* 18 octobre – Hyper, c’est trop !

 »Hypersonique » est l’avenir de la géostratégie. Bientôt finira l’ère de l’équilibre de la terreur par la parité balistique. Les pions nucléaires seront redistribué entre grandes puissances, sans omettre la part revenant aux Etats voyous perturbateurs du TNP. On passe des courbes stratosphériques au rase-motte en zigzag à une vitesse de fou : cinq, six, sept fois le vitesse du son. La règle pour recréer l’équilibre restera la parité qualitative des systèmes d’arme et quantitative des arsenaux entre des acteurs considérés un par un, sans coalition. Encore faut-il qu’existe aussi une  »envie de dialogue », sans laquelle la course aux armements et le risque d’un passage à l’acte échapperaient à tout contrôle. Or, on le voit partout, il y a peu d’amour et de compréhension entre les géants nucléaires, ces temps derniers. Alors, le missile hypersonique sera-t-il l’arme offensive de déstabilisation de toute la société internationale ? Il faudra quelques années pour le savoir, mais, dans l’intervalle, le risque d’une première frappe décisive, sans capacité de riposte peut devenir plus tentant. C’est, toutes choses égales par ailleurs, la posture d’Israël face au programme nucléaire iranien.

En décembre 2019, la Russie a annoncé, la première, la  »mise en service » d’engins  »Avangard », équipables d’ogives nucléaires.
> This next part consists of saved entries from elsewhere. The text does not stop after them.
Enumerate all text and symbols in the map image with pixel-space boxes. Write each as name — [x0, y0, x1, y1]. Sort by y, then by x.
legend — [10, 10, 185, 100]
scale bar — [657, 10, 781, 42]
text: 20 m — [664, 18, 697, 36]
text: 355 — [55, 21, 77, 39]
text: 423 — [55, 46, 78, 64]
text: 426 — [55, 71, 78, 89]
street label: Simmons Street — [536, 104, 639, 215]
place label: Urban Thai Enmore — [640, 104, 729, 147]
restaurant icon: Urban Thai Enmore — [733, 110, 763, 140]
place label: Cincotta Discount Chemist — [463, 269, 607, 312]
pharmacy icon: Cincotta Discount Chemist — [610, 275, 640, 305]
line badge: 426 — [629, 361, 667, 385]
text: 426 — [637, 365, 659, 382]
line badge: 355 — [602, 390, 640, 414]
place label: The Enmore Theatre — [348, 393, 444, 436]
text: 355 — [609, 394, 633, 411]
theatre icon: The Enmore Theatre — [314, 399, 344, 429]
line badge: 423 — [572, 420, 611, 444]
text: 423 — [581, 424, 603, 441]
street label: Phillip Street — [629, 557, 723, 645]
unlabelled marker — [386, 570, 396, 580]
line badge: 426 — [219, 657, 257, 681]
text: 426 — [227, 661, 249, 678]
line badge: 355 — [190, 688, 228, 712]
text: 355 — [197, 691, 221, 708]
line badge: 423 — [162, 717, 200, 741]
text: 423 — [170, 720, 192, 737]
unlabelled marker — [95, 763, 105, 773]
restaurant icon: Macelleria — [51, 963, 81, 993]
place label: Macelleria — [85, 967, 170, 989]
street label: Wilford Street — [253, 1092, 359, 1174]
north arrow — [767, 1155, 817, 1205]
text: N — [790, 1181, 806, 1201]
Elle a fièrement avancé qu’ils étaient capables de franchissement intercontinentaux au ras des pâquerettes, à des vitesses rendant tout repérage radar et toute interception impossibles. Mieux ou pire encore, ces missiles de croisières hyper-boostés seraient re-dirigeables en vol sur d’autres cibles et pourraient aborder leur but en surgissant depuis n’importe quelle direction. Les missiles anti-missiles (déjà déstabilisants pour la dissuasion) et les radars pointus du Norad et des frégates Aegis s’en trouveraient totalement dépassés et impuissants. Exit la guerre stellaire, retour au plancher des vaches. Une vraie cause d’alarme pour l’Hyper-puissance américaine, dans un scénario où des milliers d’engins hypersoniques réussiraient contre elle une première frappe paralysante (sans riposte possible). On en est pas là, bien sûr, et l’Amérique a largement le potentiel disponible pour  »combler le gap ». Mais quand même….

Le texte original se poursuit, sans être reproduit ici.